**Aim of the task**
For the records below, report how many lines include the word "stream". Only the number should appear.

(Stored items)
::::

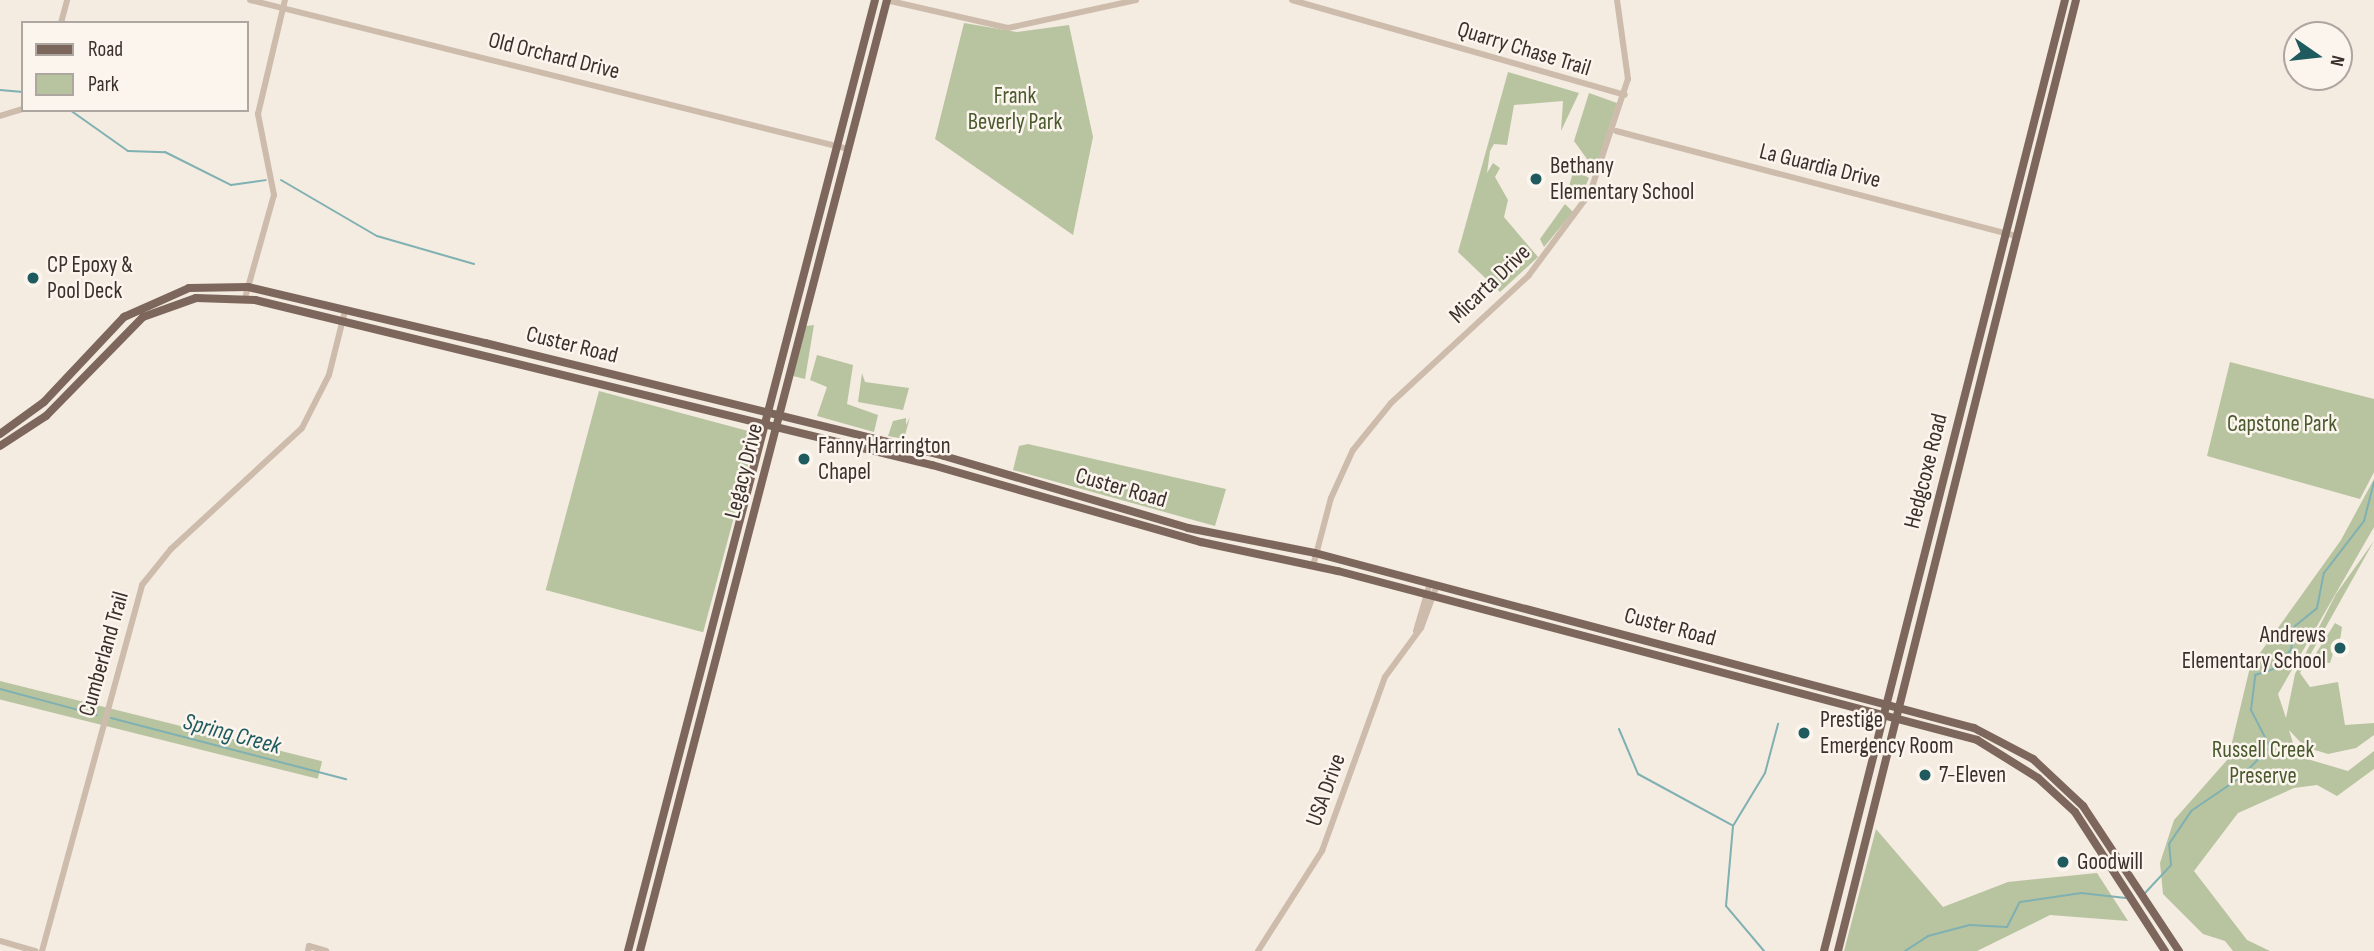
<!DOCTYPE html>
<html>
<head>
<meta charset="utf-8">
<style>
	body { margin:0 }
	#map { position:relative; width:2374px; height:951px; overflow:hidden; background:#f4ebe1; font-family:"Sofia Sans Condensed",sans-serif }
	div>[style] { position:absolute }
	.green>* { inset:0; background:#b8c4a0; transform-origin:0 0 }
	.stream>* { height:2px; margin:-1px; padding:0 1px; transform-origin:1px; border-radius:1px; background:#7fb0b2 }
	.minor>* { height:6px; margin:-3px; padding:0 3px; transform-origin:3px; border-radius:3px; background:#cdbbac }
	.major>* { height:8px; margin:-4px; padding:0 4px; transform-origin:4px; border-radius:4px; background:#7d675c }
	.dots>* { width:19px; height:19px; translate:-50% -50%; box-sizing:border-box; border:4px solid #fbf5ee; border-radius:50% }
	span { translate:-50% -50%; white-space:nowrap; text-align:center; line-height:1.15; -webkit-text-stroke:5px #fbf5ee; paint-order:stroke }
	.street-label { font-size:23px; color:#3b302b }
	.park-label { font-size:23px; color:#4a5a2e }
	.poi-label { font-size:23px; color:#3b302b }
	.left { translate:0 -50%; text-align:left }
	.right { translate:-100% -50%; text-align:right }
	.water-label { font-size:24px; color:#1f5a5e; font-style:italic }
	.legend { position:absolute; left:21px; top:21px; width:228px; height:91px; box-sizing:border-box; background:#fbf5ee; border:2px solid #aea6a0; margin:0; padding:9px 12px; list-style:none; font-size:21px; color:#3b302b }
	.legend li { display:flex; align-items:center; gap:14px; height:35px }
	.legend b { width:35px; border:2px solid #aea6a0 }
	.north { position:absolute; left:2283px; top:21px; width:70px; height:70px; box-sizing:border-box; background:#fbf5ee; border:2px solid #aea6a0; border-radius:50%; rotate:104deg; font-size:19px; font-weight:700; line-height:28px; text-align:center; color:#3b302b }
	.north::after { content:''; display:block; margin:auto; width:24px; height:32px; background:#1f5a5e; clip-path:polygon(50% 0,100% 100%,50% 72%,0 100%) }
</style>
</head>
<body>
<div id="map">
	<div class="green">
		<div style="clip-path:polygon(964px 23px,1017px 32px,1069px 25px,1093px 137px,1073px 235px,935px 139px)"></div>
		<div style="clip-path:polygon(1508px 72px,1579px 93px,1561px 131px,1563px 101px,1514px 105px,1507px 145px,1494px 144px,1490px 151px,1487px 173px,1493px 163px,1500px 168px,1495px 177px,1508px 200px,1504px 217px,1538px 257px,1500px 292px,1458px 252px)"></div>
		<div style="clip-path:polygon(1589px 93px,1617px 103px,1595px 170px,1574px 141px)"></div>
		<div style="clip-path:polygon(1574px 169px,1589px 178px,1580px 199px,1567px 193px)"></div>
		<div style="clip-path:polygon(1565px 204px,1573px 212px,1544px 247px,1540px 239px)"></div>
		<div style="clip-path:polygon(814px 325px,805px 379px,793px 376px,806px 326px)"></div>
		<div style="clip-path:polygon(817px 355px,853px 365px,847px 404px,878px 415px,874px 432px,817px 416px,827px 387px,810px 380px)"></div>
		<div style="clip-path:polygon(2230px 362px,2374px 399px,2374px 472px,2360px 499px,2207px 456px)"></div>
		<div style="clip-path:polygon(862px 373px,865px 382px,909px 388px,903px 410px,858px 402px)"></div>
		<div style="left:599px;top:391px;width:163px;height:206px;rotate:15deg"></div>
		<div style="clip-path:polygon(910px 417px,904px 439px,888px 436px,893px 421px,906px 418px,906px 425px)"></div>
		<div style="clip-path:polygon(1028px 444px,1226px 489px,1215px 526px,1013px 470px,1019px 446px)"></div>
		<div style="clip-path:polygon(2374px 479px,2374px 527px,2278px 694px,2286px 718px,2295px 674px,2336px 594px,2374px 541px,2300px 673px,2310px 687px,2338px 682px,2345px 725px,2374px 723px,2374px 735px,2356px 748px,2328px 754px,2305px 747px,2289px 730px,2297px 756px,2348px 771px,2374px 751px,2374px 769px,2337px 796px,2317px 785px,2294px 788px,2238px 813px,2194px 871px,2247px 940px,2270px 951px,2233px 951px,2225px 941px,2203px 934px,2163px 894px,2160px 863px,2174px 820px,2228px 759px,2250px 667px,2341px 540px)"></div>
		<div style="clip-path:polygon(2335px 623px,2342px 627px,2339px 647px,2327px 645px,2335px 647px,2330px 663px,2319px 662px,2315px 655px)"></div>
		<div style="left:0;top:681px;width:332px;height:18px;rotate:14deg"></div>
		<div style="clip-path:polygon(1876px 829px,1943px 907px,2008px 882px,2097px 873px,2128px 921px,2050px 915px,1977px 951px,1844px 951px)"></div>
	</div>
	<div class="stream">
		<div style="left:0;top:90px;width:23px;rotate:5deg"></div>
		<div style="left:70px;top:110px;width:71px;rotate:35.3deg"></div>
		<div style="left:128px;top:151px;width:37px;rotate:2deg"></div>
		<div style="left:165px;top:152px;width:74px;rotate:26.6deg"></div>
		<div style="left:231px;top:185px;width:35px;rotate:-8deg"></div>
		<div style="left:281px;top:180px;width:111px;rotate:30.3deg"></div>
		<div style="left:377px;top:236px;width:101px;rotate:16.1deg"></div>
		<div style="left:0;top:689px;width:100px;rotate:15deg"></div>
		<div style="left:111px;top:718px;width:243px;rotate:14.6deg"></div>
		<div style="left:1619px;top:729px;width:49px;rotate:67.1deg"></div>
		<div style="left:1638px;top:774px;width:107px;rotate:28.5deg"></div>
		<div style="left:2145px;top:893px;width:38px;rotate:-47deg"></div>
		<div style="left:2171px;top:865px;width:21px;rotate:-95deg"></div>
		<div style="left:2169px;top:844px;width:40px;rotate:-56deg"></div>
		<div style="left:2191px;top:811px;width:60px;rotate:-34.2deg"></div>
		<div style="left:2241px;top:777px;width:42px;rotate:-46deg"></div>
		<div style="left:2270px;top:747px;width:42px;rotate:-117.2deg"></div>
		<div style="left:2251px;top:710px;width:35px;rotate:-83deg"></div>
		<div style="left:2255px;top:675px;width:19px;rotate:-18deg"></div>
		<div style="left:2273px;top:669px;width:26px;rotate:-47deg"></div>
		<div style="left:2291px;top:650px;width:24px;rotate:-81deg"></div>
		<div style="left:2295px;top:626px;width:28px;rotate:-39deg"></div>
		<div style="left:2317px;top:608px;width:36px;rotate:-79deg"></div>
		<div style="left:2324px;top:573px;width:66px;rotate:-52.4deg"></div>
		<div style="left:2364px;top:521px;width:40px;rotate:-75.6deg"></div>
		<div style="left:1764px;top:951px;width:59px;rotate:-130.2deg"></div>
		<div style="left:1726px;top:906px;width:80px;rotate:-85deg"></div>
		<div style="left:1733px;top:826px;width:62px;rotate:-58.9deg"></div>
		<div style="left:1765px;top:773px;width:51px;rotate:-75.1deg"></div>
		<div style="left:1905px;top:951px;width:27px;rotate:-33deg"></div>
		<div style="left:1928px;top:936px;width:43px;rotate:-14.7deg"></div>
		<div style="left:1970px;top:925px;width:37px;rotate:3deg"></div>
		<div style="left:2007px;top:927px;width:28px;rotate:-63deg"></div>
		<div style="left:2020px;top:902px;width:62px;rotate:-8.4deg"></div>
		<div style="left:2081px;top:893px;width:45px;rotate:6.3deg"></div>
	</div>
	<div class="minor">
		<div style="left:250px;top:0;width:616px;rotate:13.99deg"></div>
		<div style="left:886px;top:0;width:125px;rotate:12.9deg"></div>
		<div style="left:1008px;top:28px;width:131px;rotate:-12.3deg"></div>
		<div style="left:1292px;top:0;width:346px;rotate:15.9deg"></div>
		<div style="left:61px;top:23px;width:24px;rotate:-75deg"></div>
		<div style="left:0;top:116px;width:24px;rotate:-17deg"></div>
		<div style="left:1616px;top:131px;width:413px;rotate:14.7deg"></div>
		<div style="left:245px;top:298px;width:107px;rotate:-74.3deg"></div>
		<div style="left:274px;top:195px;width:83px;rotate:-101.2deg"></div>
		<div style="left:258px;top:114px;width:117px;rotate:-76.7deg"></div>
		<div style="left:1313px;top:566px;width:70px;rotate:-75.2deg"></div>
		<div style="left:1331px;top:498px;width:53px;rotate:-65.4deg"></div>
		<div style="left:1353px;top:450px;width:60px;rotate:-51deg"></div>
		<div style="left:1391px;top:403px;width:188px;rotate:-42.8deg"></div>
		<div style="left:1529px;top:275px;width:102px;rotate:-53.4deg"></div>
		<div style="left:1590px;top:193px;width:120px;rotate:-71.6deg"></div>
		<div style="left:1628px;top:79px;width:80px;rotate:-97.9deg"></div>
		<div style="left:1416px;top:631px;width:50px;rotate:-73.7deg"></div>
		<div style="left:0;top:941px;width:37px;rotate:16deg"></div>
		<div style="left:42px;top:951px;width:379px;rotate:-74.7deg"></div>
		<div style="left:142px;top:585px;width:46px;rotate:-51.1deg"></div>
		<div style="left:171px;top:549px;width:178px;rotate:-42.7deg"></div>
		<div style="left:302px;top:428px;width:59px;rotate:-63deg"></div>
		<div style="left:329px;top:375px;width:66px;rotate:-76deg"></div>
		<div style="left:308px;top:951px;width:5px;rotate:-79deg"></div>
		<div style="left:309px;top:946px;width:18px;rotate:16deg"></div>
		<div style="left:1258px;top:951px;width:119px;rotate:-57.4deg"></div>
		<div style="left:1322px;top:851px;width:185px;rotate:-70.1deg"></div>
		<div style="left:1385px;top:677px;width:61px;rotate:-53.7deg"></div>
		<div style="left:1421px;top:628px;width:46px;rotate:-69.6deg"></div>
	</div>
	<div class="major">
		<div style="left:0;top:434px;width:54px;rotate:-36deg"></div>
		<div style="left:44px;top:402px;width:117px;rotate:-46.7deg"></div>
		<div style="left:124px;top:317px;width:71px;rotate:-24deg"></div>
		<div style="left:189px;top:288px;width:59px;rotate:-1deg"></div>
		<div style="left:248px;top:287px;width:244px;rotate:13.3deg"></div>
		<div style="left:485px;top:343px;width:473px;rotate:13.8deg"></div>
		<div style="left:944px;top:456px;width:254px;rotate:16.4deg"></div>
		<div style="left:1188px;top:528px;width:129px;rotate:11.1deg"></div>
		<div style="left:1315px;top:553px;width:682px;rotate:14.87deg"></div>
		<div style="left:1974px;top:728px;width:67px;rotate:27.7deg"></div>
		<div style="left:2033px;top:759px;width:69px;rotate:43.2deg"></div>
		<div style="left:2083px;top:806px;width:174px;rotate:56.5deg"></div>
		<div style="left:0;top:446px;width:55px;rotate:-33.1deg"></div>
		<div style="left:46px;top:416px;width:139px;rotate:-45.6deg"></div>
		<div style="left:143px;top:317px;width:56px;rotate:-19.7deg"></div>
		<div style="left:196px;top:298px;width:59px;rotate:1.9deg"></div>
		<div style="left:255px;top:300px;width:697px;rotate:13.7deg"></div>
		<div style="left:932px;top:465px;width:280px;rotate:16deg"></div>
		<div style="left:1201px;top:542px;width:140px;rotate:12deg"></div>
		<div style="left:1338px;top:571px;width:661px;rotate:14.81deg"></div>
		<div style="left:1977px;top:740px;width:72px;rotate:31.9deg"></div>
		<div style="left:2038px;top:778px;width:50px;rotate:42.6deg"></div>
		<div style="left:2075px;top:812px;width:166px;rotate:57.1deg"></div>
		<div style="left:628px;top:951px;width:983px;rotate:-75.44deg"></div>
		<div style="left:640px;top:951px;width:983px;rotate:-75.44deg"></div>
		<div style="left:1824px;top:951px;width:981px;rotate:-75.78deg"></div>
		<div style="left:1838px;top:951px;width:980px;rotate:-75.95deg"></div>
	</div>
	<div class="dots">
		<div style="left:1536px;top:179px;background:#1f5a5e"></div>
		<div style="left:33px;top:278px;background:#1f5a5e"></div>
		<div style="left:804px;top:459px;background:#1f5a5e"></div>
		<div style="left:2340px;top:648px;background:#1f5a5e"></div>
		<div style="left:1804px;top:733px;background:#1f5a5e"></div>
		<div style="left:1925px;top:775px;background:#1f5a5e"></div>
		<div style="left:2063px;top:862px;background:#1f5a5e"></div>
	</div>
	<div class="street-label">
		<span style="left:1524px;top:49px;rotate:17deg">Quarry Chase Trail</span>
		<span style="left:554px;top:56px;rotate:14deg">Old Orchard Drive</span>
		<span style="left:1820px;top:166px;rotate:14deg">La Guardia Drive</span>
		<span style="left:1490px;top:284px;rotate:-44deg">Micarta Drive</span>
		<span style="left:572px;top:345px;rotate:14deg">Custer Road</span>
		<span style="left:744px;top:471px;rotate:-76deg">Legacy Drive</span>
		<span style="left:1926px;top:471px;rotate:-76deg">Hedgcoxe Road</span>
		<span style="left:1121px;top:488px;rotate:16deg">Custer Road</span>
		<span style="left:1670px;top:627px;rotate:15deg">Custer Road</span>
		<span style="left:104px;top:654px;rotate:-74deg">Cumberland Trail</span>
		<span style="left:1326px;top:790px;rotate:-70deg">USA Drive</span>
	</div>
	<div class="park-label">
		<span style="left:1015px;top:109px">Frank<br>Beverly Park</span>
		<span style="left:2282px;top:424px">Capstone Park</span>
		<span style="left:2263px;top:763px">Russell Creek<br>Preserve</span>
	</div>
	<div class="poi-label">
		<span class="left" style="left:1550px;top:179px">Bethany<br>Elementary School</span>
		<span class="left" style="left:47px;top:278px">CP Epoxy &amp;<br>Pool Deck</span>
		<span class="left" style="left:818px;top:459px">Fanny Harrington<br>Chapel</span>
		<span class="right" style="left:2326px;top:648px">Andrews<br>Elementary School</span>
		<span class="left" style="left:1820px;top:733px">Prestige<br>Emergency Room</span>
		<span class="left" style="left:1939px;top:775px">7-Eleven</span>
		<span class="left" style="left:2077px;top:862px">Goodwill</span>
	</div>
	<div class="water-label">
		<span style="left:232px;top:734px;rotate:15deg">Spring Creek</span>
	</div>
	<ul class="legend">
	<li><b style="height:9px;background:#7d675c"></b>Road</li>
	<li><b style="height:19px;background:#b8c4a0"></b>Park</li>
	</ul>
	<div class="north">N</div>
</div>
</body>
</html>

::::

**Exercise output**
2